§ **Task instructions**
In full and without alteration, reproduce every record.

§ **Data**

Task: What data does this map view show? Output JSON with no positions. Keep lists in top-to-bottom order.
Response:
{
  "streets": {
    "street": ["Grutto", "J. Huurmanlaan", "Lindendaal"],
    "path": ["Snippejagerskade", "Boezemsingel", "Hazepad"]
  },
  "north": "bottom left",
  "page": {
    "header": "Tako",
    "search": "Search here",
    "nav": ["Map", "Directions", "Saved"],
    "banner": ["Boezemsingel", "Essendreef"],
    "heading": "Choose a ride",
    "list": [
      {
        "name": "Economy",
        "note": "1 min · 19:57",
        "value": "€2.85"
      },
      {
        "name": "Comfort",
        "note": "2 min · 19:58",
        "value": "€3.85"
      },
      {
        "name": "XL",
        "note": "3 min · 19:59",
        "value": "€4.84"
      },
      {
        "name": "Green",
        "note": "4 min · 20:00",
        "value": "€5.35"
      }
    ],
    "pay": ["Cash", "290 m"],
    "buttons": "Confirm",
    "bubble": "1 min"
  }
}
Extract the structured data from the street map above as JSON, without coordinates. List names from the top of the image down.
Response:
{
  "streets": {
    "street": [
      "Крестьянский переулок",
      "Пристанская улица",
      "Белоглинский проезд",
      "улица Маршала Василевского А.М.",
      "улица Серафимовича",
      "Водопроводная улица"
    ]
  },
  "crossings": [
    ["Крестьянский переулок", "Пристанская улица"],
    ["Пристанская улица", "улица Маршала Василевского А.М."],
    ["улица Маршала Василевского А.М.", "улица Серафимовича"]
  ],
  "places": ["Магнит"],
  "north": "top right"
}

§ **Answer box**
Task: What data does this map view show? Output JSON with no positions. Keep lists in top-to-bottom order.
Response:
{
  "streets": {
    "street": ["Grutto", "J. Huurmanlaan", "Lindendaal"],
    "path": ["Snippejagerskade", "Boezemsingel", "Hazepad"]
  },
  "north": "bottom left",
  "page": {
    "header": "Tako",
    "search": "Search here",
    "nav": ["Map", "Directions", "Saved"],
    "banner": ["Boezemsingel", "Essendreef"],
    "heading": "Choose a ride",
    "list": [
      {
        "name": "Economy",
        "note": "1 min · 19:57",
        "value": "€2.85"
      },
      {
        "name": "Comfort",
        "note": "2 min · 19:58",
        "value": "€3.85"
      },
      {
        "name": "XL",
        "note": "3 min · 19:59",
        "value": "€4.84"
      },
      {
        "name": "Green",
        "note": "4 min · 20:00",
        "value": "€5.35"
      }
    ],
    "pay": ["Cash", "290 m"],
    "buttons": "Confirm",
    "bubble": "1 min"
  }
}
Extract the structured data from the street map above as JSON, without coordinates. List names from the top of the image down.
Response:
{
  "streets": {
    "street": [
      "Крестьянский переулок",
      "Пристанская улица",
      "Белоглинский проезд",
      "улица Маршала Василевского А.М.",
      "улица Серафимовича",
      "Водопроводная улица"
    ]
  },
  "crossings": [
    ["Крестьянский переулок", "Пристанская улица"],
    ["Пристанская улица", "улица Маршала Василевского А.М."],
    ["улица Маршала Василевского А.М.", "улица Серафимовича"]
  ],
  "places": ["Магнит"],
  "north": "top right"
}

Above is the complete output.